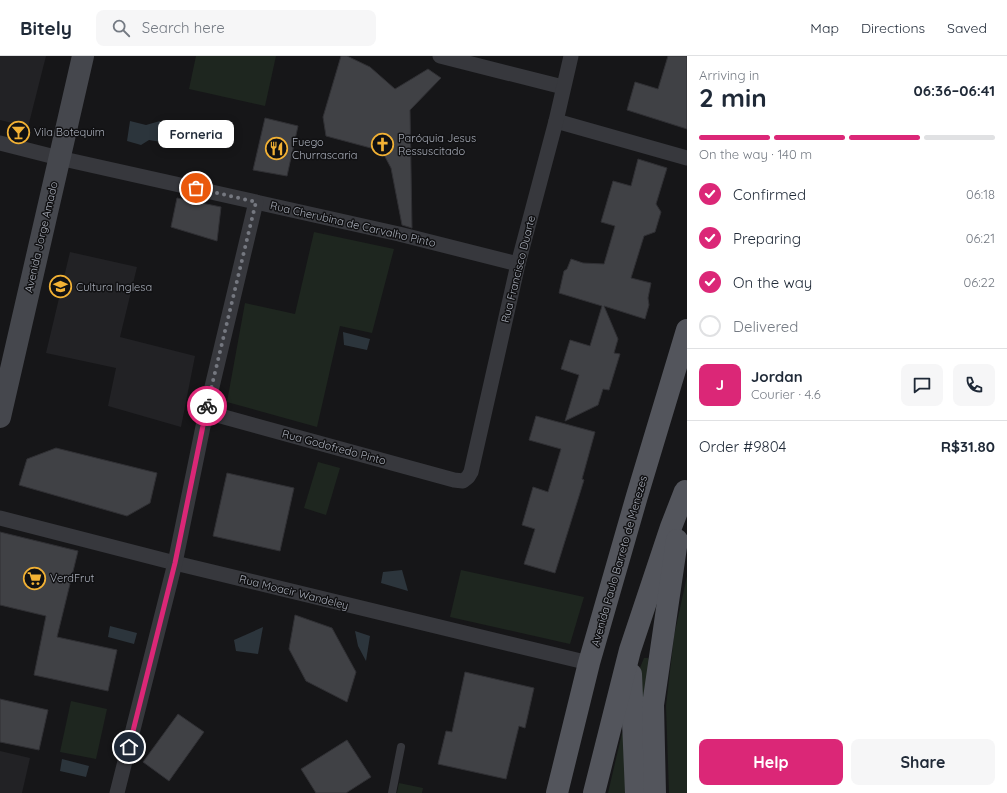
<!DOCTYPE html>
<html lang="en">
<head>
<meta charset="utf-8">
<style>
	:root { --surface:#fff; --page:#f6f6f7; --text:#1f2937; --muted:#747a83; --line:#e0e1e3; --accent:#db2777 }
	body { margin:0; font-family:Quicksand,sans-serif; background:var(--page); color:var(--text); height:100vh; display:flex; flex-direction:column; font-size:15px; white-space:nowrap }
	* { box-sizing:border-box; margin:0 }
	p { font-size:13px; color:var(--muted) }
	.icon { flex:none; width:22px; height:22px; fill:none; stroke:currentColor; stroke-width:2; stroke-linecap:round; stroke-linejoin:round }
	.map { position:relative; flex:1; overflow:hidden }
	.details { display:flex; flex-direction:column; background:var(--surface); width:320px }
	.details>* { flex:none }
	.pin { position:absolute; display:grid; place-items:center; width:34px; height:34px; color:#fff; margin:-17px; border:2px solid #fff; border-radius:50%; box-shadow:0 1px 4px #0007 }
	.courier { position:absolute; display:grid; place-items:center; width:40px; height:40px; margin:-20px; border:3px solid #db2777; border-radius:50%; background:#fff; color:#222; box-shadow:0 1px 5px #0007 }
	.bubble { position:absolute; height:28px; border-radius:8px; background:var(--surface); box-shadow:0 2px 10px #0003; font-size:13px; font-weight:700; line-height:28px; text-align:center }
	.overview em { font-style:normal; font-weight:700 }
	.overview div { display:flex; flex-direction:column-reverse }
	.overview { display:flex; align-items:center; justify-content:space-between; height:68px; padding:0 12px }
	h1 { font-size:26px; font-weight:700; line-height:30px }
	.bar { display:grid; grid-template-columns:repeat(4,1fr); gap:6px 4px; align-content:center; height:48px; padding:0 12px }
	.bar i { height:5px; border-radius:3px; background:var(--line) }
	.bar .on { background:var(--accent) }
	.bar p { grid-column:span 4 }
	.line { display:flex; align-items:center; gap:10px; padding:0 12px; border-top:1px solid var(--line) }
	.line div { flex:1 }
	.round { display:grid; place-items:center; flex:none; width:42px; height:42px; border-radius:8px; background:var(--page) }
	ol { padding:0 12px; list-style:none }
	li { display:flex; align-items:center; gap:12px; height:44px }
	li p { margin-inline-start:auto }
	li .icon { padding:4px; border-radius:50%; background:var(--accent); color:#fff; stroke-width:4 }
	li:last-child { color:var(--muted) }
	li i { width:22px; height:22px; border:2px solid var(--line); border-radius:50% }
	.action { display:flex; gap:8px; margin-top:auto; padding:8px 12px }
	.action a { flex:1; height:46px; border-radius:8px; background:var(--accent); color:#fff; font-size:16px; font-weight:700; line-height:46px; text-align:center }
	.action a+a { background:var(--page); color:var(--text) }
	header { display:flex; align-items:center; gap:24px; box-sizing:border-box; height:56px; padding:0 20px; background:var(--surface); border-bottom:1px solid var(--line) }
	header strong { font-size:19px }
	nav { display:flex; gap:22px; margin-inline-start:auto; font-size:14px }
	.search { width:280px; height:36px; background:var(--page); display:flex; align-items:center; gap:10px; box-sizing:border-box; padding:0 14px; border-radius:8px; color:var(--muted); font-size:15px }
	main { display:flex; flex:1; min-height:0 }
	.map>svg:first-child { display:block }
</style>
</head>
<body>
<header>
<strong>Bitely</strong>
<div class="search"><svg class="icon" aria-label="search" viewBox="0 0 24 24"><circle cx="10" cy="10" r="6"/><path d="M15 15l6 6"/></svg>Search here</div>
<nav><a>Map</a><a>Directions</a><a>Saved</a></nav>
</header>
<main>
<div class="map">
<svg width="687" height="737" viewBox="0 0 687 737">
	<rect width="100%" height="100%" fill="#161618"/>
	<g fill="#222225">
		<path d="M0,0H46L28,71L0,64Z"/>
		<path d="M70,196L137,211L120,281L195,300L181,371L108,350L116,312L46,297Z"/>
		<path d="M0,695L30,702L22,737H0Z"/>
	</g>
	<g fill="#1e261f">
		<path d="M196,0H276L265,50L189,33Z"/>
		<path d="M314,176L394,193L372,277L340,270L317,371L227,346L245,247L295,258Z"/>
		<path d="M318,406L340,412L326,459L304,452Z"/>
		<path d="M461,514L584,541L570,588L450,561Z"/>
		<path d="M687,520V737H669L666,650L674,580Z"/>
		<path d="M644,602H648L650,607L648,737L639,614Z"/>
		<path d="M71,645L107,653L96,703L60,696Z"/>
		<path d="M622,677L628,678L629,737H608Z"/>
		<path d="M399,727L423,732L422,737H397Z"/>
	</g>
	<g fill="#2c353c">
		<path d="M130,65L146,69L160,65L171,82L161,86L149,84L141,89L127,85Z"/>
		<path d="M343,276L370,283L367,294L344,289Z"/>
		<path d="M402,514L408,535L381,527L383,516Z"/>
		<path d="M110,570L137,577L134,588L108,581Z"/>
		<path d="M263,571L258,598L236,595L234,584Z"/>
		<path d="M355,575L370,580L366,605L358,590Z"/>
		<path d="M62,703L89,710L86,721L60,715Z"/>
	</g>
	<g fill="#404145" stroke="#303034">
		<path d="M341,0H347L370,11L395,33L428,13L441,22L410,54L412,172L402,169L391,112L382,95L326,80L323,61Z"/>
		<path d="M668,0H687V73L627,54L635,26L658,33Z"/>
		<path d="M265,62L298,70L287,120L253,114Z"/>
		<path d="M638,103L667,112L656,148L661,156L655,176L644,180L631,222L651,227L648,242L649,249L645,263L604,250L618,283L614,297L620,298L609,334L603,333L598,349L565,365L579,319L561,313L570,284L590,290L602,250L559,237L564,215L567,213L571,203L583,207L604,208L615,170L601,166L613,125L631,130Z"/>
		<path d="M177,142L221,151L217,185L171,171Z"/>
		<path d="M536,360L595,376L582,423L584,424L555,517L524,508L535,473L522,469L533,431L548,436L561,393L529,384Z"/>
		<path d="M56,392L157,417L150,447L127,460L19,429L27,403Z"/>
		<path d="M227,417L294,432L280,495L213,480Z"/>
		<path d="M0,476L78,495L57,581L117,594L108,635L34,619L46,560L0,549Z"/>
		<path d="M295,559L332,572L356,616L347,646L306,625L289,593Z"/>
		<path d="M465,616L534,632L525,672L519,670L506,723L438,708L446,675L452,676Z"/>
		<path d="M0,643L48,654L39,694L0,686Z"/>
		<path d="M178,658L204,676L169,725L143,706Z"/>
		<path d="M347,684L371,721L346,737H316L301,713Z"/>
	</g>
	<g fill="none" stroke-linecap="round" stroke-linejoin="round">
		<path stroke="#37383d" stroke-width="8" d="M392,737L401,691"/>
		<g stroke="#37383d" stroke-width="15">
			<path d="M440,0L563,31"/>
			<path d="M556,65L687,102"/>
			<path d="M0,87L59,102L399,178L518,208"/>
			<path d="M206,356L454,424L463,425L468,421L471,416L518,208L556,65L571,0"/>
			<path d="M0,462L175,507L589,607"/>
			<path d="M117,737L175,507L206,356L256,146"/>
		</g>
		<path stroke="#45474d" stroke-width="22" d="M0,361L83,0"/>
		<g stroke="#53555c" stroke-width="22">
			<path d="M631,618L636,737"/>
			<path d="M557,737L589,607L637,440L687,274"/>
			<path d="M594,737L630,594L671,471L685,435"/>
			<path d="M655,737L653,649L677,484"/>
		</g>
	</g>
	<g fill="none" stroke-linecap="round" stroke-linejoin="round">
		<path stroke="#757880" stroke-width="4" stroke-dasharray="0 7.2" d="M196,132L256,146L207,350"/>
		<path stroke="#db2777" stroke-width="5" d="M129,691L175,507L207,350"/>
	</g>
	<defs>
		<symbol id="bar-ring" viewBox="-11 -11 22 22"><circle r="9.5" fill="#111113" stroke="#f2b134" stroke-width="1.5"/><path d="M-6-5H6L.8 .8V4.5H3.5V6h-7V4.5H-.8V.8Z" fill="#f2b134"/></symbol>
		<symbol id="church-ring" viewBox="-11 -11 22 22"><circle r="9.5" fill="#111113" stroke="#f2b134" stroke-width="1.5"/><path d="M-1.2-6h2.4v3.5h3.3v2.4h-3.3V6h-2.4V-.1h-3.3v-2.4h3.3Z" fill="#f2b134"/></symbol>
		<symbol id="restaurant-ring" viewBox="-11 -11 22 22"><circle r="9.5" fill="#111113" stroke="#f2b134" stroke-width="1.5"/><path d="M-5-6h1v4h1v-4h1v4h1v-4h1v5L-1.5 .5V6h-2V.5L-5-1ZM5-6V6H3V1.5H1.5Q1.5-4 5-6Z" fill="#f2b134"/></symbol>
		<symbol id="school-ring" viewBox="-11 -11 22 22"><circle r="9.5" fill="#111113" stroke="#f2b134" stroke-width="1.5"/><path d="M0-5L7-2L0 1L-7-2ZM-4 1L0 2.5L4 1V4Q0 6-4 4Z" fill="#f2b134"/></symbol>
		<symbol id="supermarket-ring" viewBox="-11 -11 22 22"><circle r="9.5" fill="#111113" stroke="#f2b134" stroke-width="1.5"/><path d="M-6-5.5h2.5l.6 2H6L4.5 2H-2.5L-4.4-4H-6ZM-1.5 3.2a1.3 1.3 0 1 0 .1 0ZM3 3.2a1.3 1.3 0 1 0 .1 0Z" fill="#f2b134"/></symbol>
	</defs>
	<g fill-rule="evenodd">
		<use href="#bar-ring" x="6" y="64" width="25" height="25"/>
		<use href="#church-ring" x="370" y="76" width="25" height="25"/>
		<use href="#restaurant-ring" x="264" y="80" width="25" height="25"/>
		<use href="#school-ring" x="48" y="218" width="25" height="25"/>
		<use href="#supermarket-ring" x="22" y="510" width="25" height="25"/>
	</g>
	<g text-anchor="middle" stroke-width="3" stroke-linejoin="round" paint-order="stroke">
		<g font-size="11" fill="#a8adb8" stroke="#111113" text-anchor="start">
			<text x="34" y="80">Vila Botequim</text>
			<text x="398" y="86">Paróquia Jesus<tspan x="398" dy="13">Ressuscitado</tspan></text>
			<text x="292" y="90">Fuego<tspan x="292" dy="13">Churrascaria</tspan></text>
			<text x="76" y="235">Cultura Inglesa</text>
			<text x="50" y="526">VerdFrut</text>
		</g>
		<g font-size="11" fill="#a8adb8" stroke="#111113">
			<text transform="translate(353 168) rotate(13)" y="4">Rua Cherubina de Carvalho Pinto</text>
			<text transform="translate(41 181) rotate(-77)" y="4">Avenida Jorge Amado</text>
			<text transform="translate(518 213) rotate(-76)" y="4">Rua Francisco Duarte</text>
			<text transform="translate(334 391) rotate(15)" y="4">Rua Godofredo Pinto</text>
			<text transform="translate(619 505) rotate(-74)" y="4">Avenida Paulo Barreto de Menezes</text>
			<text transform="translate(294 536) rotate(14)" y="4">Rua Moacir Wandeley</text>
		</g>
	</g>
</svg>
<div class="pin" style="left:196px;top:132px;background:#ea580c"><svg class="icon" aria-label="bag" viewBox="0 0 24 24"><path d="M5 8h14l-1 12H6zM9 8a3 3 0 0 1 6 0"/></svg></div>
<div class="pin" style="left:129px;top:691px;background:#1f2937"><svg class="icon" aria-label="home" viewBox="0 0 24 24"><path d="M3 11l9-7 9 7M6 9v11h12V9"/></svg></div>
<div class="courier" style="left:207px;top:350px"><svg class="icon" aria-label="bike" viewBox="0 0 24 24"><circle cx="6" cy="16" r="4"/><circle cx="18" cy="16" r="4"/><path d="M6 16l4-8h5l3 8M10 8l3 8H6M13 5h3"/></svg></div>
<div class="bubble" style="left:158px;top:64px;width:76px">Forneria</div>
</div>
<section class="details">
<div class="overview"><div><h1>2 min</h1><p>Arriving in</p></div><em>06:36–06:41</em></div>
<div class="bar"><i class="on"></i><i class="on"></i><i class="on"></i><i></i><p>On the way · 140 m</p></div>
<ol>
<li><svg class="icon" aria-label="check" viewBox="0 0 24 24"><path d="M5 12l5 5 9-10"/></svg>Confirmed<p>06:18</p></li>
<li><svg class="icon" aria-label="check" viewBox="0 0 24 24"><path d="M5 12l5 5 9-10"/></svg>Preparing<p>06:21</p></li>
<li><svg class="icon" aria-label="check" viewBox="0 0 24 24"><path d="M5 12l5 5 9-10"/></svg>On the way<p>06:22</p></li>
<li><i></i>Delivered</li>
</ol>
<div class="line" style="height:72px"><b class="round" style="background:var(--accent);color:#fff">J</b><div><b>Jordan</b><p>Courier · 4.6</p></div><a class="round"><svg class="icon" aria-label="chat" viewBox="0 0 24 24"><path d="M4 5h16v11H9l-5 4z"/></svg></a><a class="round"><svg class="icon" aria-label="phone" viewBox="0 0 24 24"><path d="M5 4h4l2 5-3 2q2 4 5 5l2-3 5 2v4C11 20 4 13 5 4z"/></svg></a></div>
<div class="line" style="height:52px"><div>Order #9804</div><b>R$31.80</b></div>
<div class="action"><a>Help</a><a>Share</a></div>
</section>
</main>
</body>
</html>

************

§ TASK OBJECTIVE: Spot the lines above that mention "anchor" and copy them.

§ SOLUTION FOR THIS PROBLEM:
	<g text-anchor="middle" stroke-width="3" stroke-linejoin="round" paint-order="stroke">
		<g font-size="11" fill="#a8adb8" stroke="#111113" text-anchor="start">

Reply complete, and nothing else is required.